-- What the task asks --
Could you please output all of the records exactly?
*** Opening of Task inputs ***
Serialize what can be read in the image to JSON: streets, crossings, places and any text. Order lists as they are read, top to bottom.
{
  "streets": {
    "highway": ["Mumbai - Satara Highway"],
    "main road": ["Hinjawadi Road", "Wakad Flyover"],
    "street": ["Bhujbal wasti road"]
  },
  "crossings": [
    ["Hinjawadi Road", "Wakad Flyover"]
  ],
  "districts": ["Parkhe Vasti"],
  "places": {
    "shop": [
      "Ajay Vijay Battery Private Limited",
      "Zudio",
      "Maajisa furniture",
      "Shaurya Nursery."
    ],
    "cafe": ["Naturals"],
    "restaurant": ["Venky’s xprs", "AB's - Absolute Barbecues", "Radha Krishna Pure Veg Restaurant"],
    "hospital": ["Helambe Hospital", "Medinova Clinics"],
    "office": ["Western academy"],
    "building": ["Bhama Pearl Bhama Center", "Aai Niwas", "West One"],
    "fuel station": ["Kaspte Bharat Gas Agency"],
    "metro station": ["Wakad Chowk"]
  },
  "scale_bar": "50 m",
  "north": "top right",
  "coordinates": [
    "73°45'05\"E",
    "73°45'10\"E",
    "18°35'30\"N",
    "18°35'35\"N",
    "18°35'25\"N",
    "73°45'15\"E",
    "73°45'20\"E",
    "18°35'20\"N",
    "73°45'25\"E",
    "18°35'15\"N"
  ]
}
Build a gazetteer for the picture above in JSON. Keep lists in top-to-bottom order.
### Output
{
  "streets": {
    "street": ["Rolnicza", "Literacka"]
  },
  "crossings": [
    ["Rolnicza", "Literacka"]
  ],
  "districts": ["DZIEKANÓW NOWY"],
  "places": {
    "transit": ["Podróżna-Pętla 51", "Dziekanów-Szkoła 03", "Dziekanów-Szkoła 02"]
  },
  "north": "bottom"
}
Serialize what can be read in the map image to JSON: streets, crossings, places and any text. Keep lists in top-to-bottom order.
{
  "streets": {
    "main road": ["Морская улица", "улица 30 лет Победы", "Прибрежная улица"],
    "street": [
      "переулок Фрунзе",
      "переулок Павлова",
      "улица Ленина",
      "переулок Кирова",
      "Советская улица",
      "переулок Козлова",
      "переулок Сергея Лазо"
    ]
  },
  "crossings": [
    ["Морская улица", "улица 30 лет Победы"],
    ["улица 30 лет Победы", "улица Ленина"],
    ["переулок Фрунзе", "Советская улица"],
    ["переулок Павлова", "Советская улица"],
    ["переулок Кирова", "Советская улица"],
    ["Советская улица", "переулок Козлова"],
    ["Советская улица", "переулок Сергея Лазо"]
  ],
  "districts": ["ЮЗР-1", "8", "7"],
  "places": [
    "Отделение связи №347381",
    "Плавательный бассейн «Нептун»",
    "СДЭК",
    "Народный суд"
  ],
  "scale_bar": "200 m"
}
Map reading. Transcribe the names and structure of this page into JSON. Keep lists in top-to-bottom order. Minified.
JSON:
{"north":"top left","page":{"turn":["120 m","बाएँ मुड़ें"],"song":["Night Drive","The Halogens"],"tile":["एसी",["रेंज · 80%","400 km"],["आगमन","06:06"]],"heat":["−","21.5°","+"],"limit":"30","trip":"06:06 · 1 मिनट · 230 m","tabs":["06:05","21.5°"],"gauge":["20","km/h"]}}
*** Close of Task inputs ***
-- Exercise output --
Serialize what can be read in the image to JSON: streets, crossings, places and any text. Order lists as they are read, top to bottom.
{
  "streets": {
    "highway": ["Mumbai - Satara Highway"],
    "main road": ["Hinjawadi Road", "Wakad Flyover"],
    "street": ["Bhujbal wasti road"]
  },
  "crossings": [
    ["Hinjawadi Road", "Wakad Flyover"]
  ],
  "districts": ["Parkhe Vasti"],
  "places": {
    "shop": [
      "Ajay Vijay Battery Private Limited",
      "Zudio",
      "Maajisa furniture",
      "Shaurya Nursery."
    ],
    "cafe": ["Naturals"],
    "restaurant": ["Venky’s xprs", "AB's - Absolute Barbecues", "Radha Krishna Pure Veg Restaurant"],
    "hospital": ["Helambe Hospital", "Medinova Clinics"],
    "office": ["Western academy"],
    "building": ["Bhama Pearl Bhama Center", "Aai Niwas", "West One"],
    "fuel station": ["Kaspte Bharat Gas Agency"],
    "metro station": ["Wakad Chowk"]
  },
  "scale_bar": "50 m",
  "north": "top right",
  "coordinates": [
    "73°45'05\"E",
    "73°45'10\"E",
    "18°35'30\"N",
    "18°35'35\"N",
    "18°35'25\"N",
    "73°45'15\"E",
    "73°45'20\"E",
    "18°35'20\"N",
    "73°45'25\"E",
    "18°35'15\"N"
  ]
}
Build a gazetteer for the picture above in JSON. Keep lists in top-to-bottom order.
### Output
{
  "streets": {
    "street": ["Rolnicza", "Literacka"]
  },
  "crossings": [
    ["Rolnicza", "Literacka"]
  ],
  "districts": ["DZIEKANÓW NOWY"],
  "places": {
    "transit": ["Podróżna-Pętla 51", "Dziekanów-Szkoła 03", "Dziekanów-Szkoła 02"]
  },
  "north": "bottom"
}
Serialize what can be read in the map image to JSON: streets, crossings, places and any text. Keep lists in top-to-bottom order.
{
  "streets": {
    "main road": ["Морская улица", "улица 30 лет Победы", "Прибрежная улица"],
    "street": [
      "переулок Фрунзе",
      "переулок Павлова",
      "улица Ленина",
      "переулок Кирова",
      "Советская улица",
      "переулок Козлова",
      "переулок Сергея Лазо"
    ]
  },
  "crossings": [
    ["Морская улица", "улица 30 лет Победы"],
    ["улица 30 лет Победы", "улица Ленина"],
    ["переулок Фрунзе", "Советская улица"],
    ["переулок Павлова", "Советская улица"],
    ["переулок Кирова", "Советская улица"],
    ["Советская улица", "переулок Козлова"],
    ["Советская улица", "переулок Сергея Лазо"]
  ],
  "districts": ["ЮЗР-1", "8", "7"],
  "places": [
    "Отделение связи №347381",
    "Плавательный бассейн «Нептун»",
    "СДЭК",
    "Народный суд"
  ],
  "scale_bar": "200 m"
}
Map reading. Transcribe the names and structure of this page into JSON. Keep lists in top-to-bottom order. Minified.
JSON:
{"north":"top left","page":{"turn":["120 m","बाएँ मुड़ें"],"song":["Night Drive","The Halogens"],"tile":["एसी",["रेंज · 80%","400 km"],["आगमन","06:06"]],"heat":["−","21.5°","+"],"limit":"30","trip":"06:06 · 1 मिनट · 230 m","tabs":["06:05","21.5°"],"gauge":["20","km/h"]}}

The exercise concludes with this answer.